All technical work, including a feasibility study and exploration, will be halted by the year-end and no restart date is planned, Cleveland-based Cliffs said in a statement late yesterday. Offices in Thunder Bay, Ontario, and Toronto will close, it said.
The project was among the most advanced in the Ring of Fire, an area about 1,200 kilometers (740 miles) north of Chicago that holds deposits of nickel and copper that may be worth as much as C$50 billion ($48 billion), the Canadian government said in March.
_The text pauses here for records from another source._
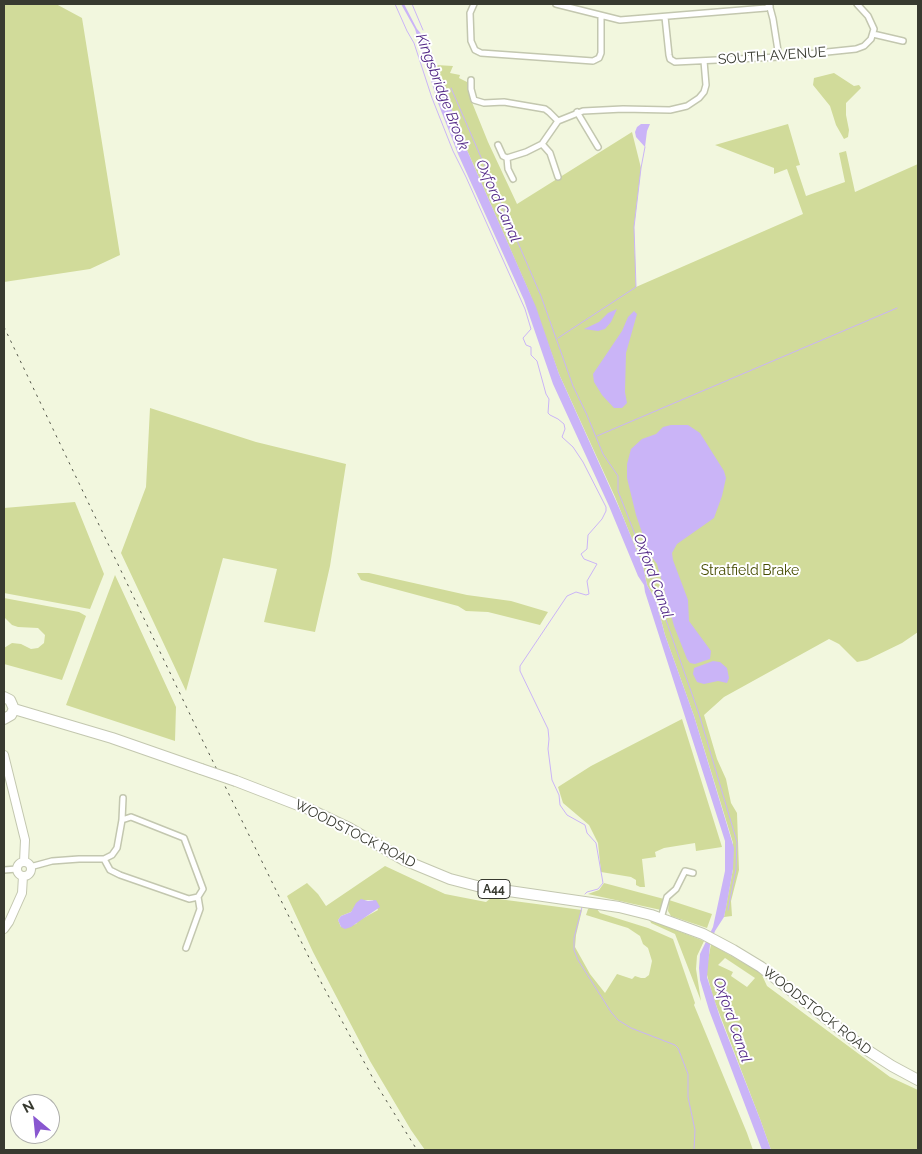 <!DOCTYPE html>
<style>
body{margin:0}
#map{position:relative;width:922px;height:1154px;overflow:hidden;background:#f2f7de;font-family:Raleway,sans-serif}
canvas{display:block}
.frame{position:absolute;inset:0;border:5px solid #383a30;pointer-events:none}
.north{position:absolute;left:10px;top:1094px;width:50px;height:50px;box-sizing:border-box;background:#fff;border:1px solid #afb0ac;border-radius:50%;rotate:332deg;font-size:14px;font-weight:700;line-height:20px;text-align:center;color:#383a30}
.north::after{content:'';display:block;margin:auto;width:18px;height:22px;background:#8957d0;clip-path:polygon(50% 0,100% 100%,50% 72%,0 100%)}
</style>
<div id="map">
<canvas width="922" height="1154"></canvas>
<div class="frame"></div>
<div class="north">N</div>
</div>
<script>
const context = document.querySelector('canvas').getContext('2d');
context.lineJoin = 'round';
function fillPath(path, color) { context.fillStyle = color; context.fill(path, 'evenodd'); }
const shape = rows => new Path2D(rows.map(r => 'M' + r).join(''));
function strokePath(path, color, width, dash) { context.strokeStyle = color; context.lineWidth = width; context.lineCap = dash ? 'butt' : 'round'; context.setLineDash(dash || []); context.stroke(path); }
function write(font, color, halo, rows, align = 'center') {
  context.font = font + ' Raleway,sans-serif'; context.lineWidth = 4; context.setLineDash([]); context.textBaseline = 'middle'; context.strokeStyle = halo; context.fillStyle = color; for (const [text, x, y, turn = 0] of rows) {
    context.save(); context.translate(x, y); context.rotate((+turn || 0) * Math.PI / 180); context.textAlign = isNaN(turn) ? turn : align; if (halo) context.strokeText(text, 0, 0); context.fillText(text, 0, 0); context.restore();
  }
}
const green = shape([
 [4,4,56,4,82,18,120,255,90,269,4,282],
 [436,65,453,66,450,73,460,75,459,78,467,82,469,95,488,142,517,204,632,132,641,168,634,227,636,287,803,214,787,169,774,174,774,168,715,145,788,124,800,165,796,166,806,196,845,182,839,153,846,151,855,192,918,164,918,632,902,643,867,660,857,662,839,644,829,639,724,697,704,715,717,759,726,779,731,803,737,813,739,870,731,901,732,916,724,917,733,869,733,843,694,716,665,635,656,601,647,585,643,566,615,497,559,374,530,294,463,141],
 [834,73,854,86,859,85,861,88,846,103,846,115,849,130,848,137,844,139,836,125,830,106,813,85,814,78],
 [150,408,256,442,346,464,330,566,315,632,264,622,277,569,223,558,186,691,121,553,146,487],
 [75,502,104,574,90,609,4,593,4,508],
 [357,573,369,573,467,595,511,601,548,612,540,625,488,612,466,611,458,606,361,580],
 [115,575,176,707,175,741,66,705],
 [4,598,79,612,86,616,62,680,4,664,5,656,4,648,12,643,21,644,31,649,38,648,44,643,45,635,38,628,18,627,12,625,4,617],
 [682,719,722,847,696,851,695,843,664,848,655,852,656,857,642,859,645,887,640,887,636,885,636,880,631,877,601,872,598,843,589,825,563,803,558,787,591,766],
 [385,866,445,894,486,902,491,898,582,910,576,935,575,947,590,974,605,993,617,974,632,979,635,976,641,978,645,978,649,975,652,961,648,948,643,944,640,936,628,928,586,915,588,909,591,907,596,908,600,913,648,928,673,939,695,1003,694,1005,747,1133,753,1150,425,1150,411,1130,370,1061,313,952,287,896,307,883,318,894,326,906],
 [363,900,373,900,378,910,358,921,356,924,341,927,338,920,341,916,351,912],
 [604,883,664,899,661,910,588,894,599,890],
 [669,900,712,914,707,928,671,916,668,911],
 [650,920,704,941,697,956,696,969,701,1001,675,934,651,923],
 [711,944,761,973,767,986,890,1077,918,1090,918,1150,771,1150,760,1119,713,997,706,971],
 [725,958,755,978,747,987,731,976,733,972,718,965]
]);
const water = shape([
 [401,4,404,4,417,29,425,38,431,51,463,141,536,307,559,374,621,512,643,566,647,585,656,601,665,635,694,716,734,848,733,869,726,908,724,917,715,931,710,945,707,977,720,1017,760,1119,771,1150,762,1150,709,1010,700,980,699,968,700,954,713,927,725,871,725,841,645,592,644,585,638,576,609,506,553,384,524,300,458,154,438,103,415,29],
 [641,124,650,124,647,131,645,147,636,137,635,132,637,127],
 [617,309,611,322,605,329,598,331,584,329,599,322,608,313],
 [634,311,637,314,626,353,625,392,627,403,622,408,614,408,602,395,594,382,593,374,622,331,628,317],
 [671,425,688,425,700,433,724,471,726,478,722,496,714,518,677,544,672,553,673,560,688,600,689,621,711,651,710,659,695,664,690,663,687,659,674,626,657,564,649,553,636,515,627,478,627,464,631,449,642,439,656,434,663,427],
 [713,661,720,662,727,668,729,678,727,683,718,681,704,684,697,682,693,674,694,668],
 [361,899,368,901,376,900,380,907,351,927,345,929,341,927,338,920,341,916,351,912,356,903]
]);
const stream = shape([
 [395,4,407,31,414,43,432,98,453,151,466,177,525,309,531,329,523,338,526,345,531,347,531,355,537,361,546,394,549,399,548,413,550,415,558,419,564,424,565,429,562,437,573,447,583,462,606,507,606,511,602,519,588,535,587,549,581,554,584,559,597,564,587,581,589,594,586,595,576,592,567,596,520,666,520,671,548,729,549,739,548,749,552,780,559,795,560,805,567,815,585,825,587,833,596,843,603,883,598,889,587,892,585,894],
 [412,4,423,30],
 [451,88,541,296,573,386,587,415,603,454,618,476,618,491,652,578],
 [558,338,636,287,634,227,641,168,645,147],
 [597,436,897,308],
 [653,583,699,714,737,842,736,869,728,910],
 [582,907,574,938,574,950,578,960,611,1012,618,1020,631,1028,675,1045,678,1048,688,1074,688,1097,695,1130,694,1150]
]);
const street = shape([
 [474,4,470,13,471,41,475,50,481,53,593,61,599,58,601,53,601,16],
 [556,4,620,20,766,8,770,6],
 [769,4,773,19,779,57],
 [665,17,669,55,670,59,675,62,779,57,856,49,864,46,871,39,874,29,868,16,857,4],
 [873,34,903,41],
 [471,80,471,89,474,100,484,103,504,102,545,109,549,112,558,121],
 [577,112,598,147],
 [542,144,550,153,558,177],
 [498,145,503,156,507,158,526,152,542,144,558,121,583,111,623,109,670,110,687,106,699,98,704,92,706,85,704,61],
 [507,158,508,169,513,179],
 [122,820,131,817,184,838,203,889,198,897,200,909,186,948],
 [104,859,110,870,120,875,189,899,198,897],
 [104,859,112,855,117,848,122,820,123,798],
 [30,867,52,861,79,859,104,859],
 [4,870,17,869],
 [661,918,667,897,676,889,685,871,693,873]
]);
const secondary = shape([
 [4,755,25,840,24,862],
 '17 869a7 7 0 1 1 14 0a7 7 0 1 1-14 0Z',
 [4,929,9,922,22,893,23,876]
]);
const highway = shape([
 [4,697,10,700,14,709,11,715,4,719],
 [14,709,112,738,201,769],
 [236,781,311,810,349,828,404,860,450,879,477,886,502,890,619,907,651,915,703,934,733,950,761,967,864,1048,892,1066,918,1080]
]);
const rail = shape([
 [4,327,197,729,322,984,376,1084,417,1150]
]);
const highwayBridge = shape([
 [201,769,236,781]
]);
const shields = [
 [494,889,32]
];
const shieldNames = [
 ["A44",494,889]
];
const streetNames = [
 ["SOUTH AVENUE",772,56,-4],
 ["WOODSTOCK ROAD",355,834,27],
 ["WOODSTOCK ROAD",817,1011,38]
];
const parkNames = [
 ["Stratfield Brake",750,571]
];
const waterNames = [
 ["Kingsbridge Brook",442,92,69],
 ["Oxford Canal",498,201,66],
 ["Oxford Canal",653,576,70],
 ["Oxford Canal",732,1020,71]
];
fillPath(green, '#d1db9a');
fillPath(water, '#cab4f7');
strokePath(stream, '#cab4f7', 1);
strokePath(street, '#c3c7af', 8);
strokePath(secondary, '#c3c7af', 10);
strokePath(highway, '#c3c7af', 12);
strokePath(street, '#fff', 5);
strokePath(secondary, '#fff', 8);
strokePath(highway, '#fff', 10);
strokePath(rail, '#525448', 1, [2.5, 5]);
strokePath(highwayBridge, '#c3c7af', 12, []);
strokePath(highwayBridge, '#fff', 10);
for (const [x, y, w] of shields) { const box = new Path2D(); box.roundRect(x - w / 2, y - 9.5, w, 19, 4); context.fillStyle = '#fff'; context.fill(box); strokePath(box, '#383a30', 1); }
write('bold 12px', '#383a30', null, shieldNames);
write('14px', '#383a30', '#fff', streetNames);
write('14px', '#464c01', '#fff', parkNames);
write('italic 15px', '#532987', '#fff', waterNames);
</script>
Cliffs’ plans received a setback when the Mining and Lands Commission of Ontario ruled against its proposal for an all-weather road to transport ore that would cross claims of another company active in the area.
Cliffs “will not allocate additional capital for the project given the uncertain timeline and risks associated with the development of necessary infrastructure,” the company said in the statement. “Cliffs will continue its work with the government of Ontario, First Nation communities and other interested parties to explore potential solutions related to the critical issue of infrastructure for the Ring of Fire region.”
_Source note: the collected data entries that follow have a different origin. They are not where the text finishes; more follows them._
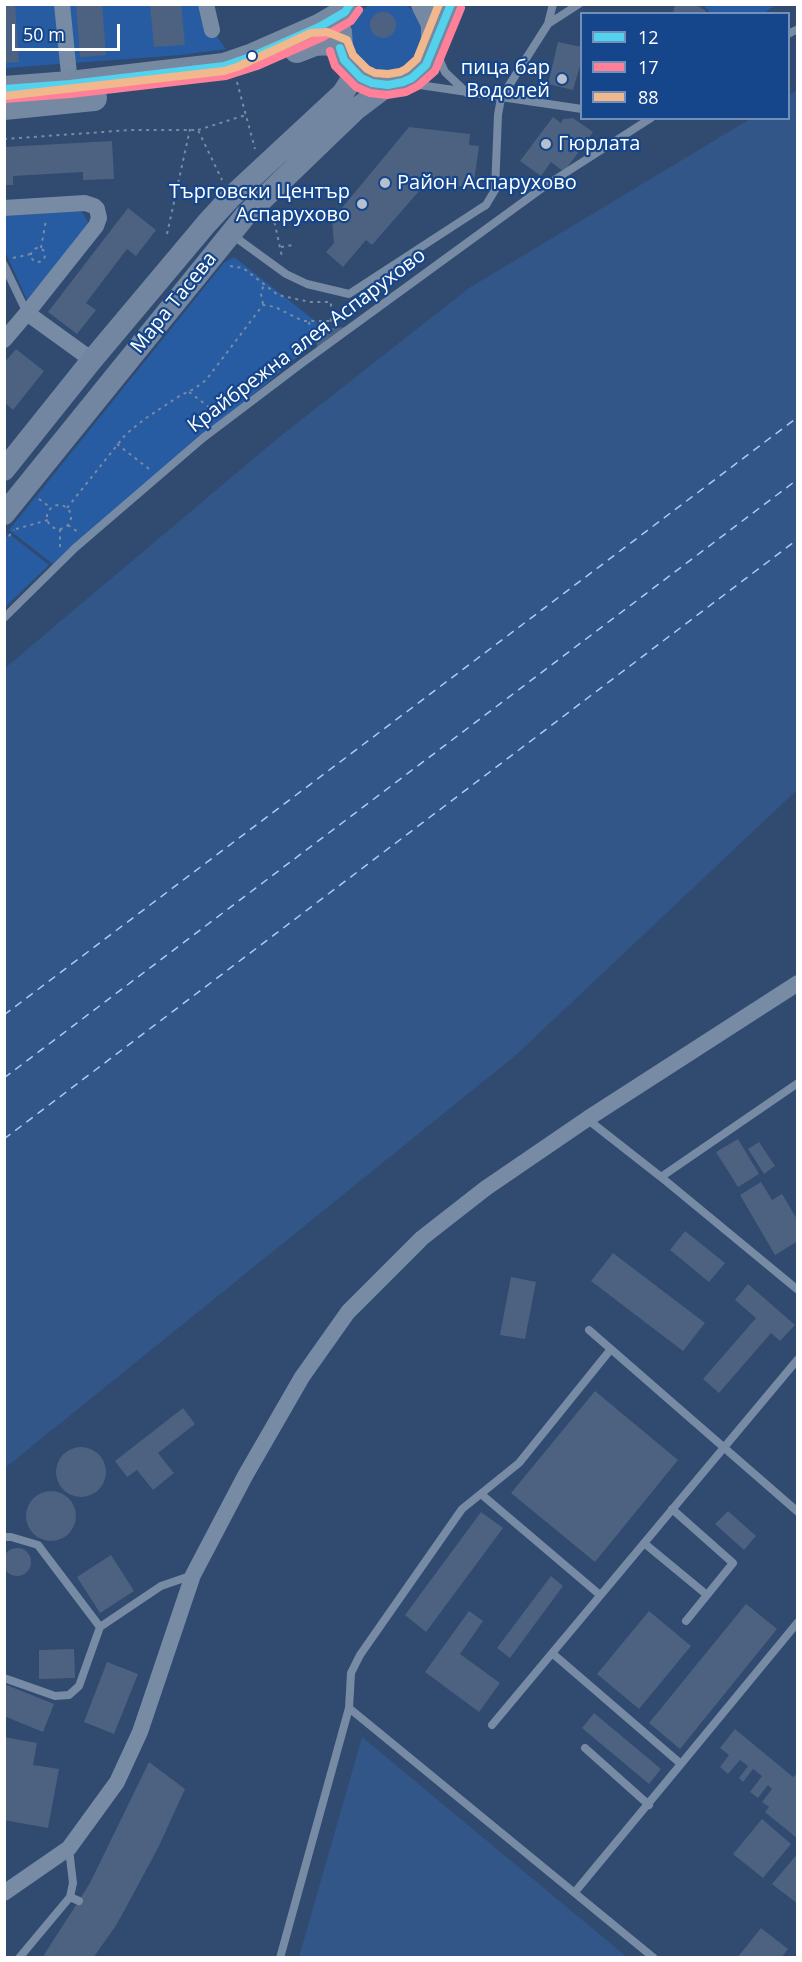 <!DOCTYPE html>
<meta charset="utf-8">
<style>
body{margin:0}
#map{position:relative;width:802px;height:1962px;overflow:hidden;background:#304a70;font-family:"Open Sans",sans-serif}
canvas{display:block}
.frame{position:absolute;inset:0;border:6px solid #fff;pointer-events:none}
.legend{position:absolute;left:580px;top:12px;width:210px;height:108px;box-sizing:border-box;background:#15468b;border:2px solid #7390b9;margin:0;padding:8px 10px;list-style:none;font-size:18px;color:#fff}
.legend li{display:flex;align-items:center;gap:12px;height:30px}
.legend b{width:30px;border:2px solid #7390b9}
.scale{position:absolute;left:12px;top:24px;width:108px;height:27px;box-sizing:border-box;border:3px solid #fff;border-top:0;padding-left:8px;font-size:18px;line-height:21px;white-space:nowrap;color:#fff;-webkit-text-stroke:4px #15468b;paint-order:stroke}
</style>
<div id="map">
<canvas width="802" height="1962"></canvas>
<div class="frame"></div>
<ul class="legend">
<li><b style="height:8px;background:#53d2ee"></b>12</li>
<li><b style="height:8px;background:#ff8098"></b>17</li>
<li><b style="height:8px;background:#f1b78d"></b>88</li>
</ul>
<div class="scale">50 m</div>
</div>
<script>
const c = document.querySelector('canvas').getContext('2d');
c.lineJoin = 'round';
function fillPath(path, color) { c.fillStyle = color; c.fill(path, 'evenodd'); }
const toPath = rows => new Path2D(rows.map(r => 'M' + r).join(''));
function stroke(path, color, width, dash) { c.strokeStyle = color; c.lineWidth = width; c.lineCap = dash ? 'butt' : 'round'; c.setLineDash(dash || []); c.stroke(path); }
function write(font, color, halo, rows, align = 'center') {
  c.font = font + ' "Open Sans",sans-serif'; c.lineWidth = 4.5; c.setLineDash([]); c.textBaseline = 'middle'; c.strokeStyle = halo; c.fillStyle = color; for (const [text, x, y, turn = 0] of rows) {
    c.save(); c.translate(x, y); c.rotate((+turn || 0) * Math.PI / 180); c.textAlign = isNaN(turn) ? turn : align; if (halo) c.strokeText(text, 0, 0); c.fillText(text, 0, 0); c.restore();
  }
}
const green = toPath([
 [5,5,206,5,212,30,226,49,181,55,5,68],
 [369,5,407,5,420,17,425,41,415,63,393,74,369,69,359,61,353,51,350,38,352,26,357,15],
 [704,5,776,5,762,14,710,13],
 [81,211,89,223,27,300,5,251,4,216],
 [234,257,328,331,53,564,9,530,224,263],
 [8,533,49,565,5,607,5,539]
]);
const water = toPath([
 [797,90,797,790,516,1055,5,1468,5,668,278,438,469,288,750,119,788,118,789,95],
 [362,1737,627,1957,299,1957]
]);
const ferry = toPath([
 [4,1015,798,417],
 [4,1078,798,479],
 [4,1139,798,539]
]);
const building = toPath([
 [4,4,15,4,19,62,4,63],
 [76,4,102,4,106,55,80,57],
 [150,4,181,4,185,45,154,47],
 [676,4,695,4,706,11,704,14,677,14,673,11],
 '370 25a13 13 0 1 1 26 0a13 13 0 1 1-26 0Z',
 [558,42,582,47,582,59,573,90,548,84],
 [553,117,561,123,563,119,573,118,593,132,564,172,551,162,541,176,520,161],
 [409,127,470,134,469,145,479,146,473,188,427,182,372,245,366,240,343,267,326,252,334,243,332,220],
 [112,141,114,179,83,180,83,172,13,176,13,185,4,185,4,147],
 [128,208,156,230,136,256,127,249,86,303,96,310,77,334,48,312],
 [346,327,317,349,316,329],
 [16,349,44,371,13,410,4,402,4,363],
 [738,1139,759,1174,738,1187,716,1152],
 [759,1142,775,1166,764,1174,748,1149],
 [761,1182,772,1200,782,1194,798,1221,798,1241,775,1255,740,1195],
 [685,1231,725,1263,709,1282,670,1250],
 [613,1253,705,1323,683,1351,591,1281],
 [511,1277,536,1282,525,1339,500,1335],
 [748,1284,795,1325,780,1341,771,1333,719,1393,703,1379,756,1318,735,1300],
 [595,1391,678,1460,595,1562,511,1493],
 [183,1408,195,1424,158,1453,174,1473,153,1490,137,1470,127,1477,115,1461],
 '56 1472a25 25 0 1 1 50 0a25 25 0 1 1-50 0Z',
 '26 1516a25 25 0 1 1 50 0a25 25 0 1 1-50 0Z',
 [728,1511,756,1536,744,1550,715,1524],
 [481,1512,503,1528,426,1632,405,1615],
 '3 1562a14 14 0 1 1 28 0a14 14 0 1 1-28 0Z',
 [111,1555,134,1591,100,1613,77,1577],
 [551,1576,563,1586,510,1658,497,1648],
 [746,1604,777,1629,680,1749,649,1723],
 [469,1611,483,1621,460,1654,500,1683,479,1712,425,1672],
 [649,1611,691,1646,639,1709,597,1674],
 [74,1649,75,1678,39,1679,39,1650],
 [107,1662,138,1674,114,1734,84,1722],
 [4,1684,54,1704,43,1732,4,1716],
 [594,1713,661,1769,649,1784,582,1728],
 [735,1729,793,1777,798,1772,798,1839,765,1812,769,1807,762,1802,772,1789,768,1785,758,1798,750,1792,762,1776,753,1769,743,1782,739,1778,748,1766,740,1760,728,1774,720,1767,729,1755,720,1748],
 [4,1737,37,1743,33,1765,59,1769,48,1828,4,1820],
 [149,1762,185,1789,158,1848,124,1911,115,1927,93,1958,42,1958,90,1883],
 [762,1819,791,1844,763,1878,733,1854],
 [798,1853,798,1904,772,1884],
 [761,1928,788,1949,781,1958,737,1958]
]);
const path = toPath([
 [237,82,255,149],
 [198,130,246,115],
 [4,139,131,130,198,130,222,180],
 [273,215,282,257],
 [167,234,190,129],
 [281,247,293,245],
 '31 255a7 7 0 1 1 14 0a7 7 0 1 1-14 0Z',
 [41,248,46,220],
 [13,258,31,254],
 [230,266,243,268,278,295,310,302,331,302,331,322],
 [263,304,261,294,264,283],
 [309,322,312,343],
 [189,392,217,413],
 [117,444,149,469],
 [39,499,51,508],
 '47 517a12 12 0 1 1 24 0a12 12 0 1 1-24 0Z',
 [67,508,126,434,146,418,181,395,194,389,206,380,263,305,275,307,303,321,339,321],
 [68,525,78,532],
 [16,529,48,520],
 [60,529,60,547],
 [4,542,14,530]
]);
const lane = toPath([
 [548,24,579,4],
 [788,34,798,29],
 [437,54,445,72,467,93],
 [413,84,582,109],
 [231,234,286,274,307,284,349,294,478,210,486,205,495,190,498,115,501,98,548,24,553,4],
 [4,265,27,313],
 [4,618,75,548,203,438,302,363,545,186,651,118],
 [587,1119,661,1177,798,1290],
 [661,1177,798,1083],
 [589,1330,798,1512],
 [481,1494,600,1595],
 [672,1509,733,1563,686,1621],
 [4,1537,11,1537,38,1545,100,1627],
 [644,1543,707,1595],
 [552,1653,681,1764,798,1622],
 [4,1678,55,1696,69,1695,79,1686,100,1627,161,1586,193,1575],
 [349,1708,654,1958],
 [492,1725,798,1359],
 [585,1748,649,1805],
 [575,1892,681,1764],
 [70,1897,79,1901],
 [19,1958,70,1897,73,1883,69,1849],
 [280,1958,349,1708,351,1673,360,1655,462,1509,519,1463,611,1349]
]);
const street = toPath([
 [62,4,70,84],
 [206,4,212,30],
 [4,208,85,203,94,206,97,209,99,218,96,226,27,313,92,360],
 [4,340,27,313],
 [4,1893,69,1848,117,1782,140,1732,193,1575,245,1476,302,1377,348,1312,422,1238,486,1188,587,1119,798,983]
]);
const secondary = toPath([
 [4,470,92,360,207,223,230,198,343,93,350,82,352,70],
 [4,514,245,216,355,110,388,85]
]);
const primary = toPath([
 [339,32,340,48,344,60,352,70,361,78,372,83,388,85,403,82,420,72,426,65,434,47,434,24,424,4],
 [436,37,451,4],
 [297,50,315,43,328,42,340,48],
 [4,89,70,84,224,66,253,56,319,27,345,12],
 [4,107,94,98]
]);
const bus1 = toPath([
 [340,48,344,60,361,78,372,83,388,85,403,82,412,78,426,65,451,4],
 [4,89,70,84,224,66,253,56,319,27,345,12,350,4]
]);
const bus2 = toPath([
 [330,51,335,66,356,87,370,93,387,95,406,92,418,86,435,71,461,8],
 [5,99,71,94,226,76,257,66,323,37,351,21,359,10]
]);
const bus3 = toPath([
 [4,96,224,71,237,67,311,33,327,32,347,40,353,55,367,69,375,73,388,74,400,72,406,69,417,59,439,4]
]);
const markers = [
 [252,56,5,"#fff"],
 [562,79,6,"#b7c0cd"],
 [546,144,6,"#b7c0cd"],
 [385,183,6,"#b7c0cd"],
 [362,204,6,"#b7c0cd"]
];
const poiNames = [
 ["пица бар",550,68],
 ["Водолей",550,91],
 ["Гюрлата",558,144,"left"],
 ["Район Аспарухово",397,183,"left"],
 ["Търговски Център",350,192],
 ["Аспарухово",350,215]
];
const streetNames = [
 ["Мара Тасева",174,303,-51],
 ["Крайбрежна алея Аспарухово",307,341,-37]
];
fillPath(green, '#285ca2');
fillPath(water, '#325688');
stroke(ferry, '#a9cbf7', 1.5, [8, 6]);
fillPath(building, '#4d6280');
stroke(path, '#778ba5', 2, [3, 4.5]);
stroke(lane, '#778ba5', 8);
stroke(street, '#778ba5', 16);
stroke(secondary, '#7386a1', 22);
stroke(primary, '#7689a3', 26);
stroke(bus1, '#53d2ee', 8);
stroke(bus2, '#ff8098', 8);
stroke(bus3, '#f1b78d', 8);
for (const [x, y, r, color] of markers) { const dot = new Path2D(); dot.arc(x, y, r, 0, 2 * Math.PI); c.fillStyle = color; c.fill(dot); stroke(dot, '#15468b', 2); }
write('20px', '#fff', '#15468b', poiNames, 'right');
write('20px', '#fff', '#15468b', streetNames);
</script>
Canada “remains committed to working with all our partners for the benefit of sustainable growth in northern Ontario,” Greg Rickford, the federal minister responsible for the Ring of Fire and development in northern Ontario, said in a statement.
Cliffs, the biggest U.S. iron-ore producer, had already suspended an environmental-impact evaluation of the project. On its website, Cliffs calls the site North America’s largest known deposit of chromite, which is used to produce stainless steel. The company said in January 2012 the estimated total cost to develop the project was $3.3 billion, including mine development, a processing plant and transportation infrastructure.
Noront Resources Ltd. is studying the Eagle’s Nest nickel, copper and platinum-group metals project in the Ring of Fire. Its plans won’t be affected by Cliffs’ suspension and it still intends to complete an environmental assessment by the year-end, Toronto-based Noront said in a statement late yesterday.
“Noront’s schedule is based on the Eagle’s Nest project being the first mine developed in the Ring of Fire,” the company’s Chief Executive Officer Alan Coutts said in the statement. “Our projections have not been dependent on the development plans of other mining companies.”
Cliffs fell 2.9 percent to $26.43 in New York while Noront dropped 9.1 percent to 20 Canadian cents in Toronto.